Tom Service 

Marino Formenti

Usher Hall, Edinburgh
  
  


A piano recital that features a piece with no notes, only the pianist scraping the outside of the instrument to produce sounds like distant gunfire, seems the height of avant-garde intellectualism. But Formenti's concert of music by German composer Helmut Lachenmann was a thrilling display of pianistic possibility.

Formenti threw himself into Lachenmann's world of musical extremes, relishing the single-minded strangeness of the seven movements of Ein Kinderspiel (Child's Play). One piece consisted of a single, repeated chord; the drama of the movement was based on the different ways the chord could be made to resonate, by holding down some notes longer than others, and creating strange effects by allowing the chord to echo with other parts of the piano's compass.
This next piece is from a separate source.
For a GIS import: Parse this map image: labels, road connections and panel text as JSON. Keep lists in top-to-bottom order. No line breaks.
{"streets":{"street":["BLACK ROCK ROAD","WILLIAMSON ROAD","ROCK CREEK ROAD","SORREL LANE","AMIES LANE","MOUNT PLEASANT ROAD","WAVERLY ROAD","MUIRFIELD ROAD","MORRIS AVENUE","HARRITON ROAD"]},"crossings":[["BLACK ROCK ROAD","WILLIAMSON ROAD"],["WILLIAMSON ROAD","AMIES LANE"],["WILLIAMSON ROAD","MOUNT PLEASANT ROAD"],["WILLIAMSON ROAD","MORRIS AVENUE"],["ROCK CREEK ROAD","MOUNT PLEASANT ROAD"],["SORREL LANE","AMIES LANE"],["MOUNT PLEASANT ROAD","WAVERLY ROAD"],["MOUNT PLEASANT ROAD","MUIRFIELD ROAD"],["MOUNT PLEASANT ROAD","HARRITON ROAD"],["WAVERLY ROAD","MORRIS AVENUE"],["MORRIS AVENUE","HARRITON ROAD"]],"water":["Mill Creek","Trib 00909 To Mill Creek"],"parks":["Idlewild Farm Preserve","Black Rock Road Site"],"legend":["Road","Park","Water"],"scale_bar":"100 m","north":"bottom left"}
Another movement consisted of a hammered rhythm at the very top of the piano's range.

These playful but disturbing miniatures were defined by the strength of individual musical gestures, but Lachenmann's Serynade was a different prospect: a single, 25-minute movement and an attempt to create a meaningful larger structure. Formenti was brilliantly attuned to the violence of much of the music - passages in which he thumped the keyboard with his elbows, pumped the piano's pedals, and battered the bottom notes in a pummelling ostinato - but he did not connect these moments. The long-breathed lines of Lachenmann's music escaped Formenti, even if he captured the visceral intensity of this remarkable music.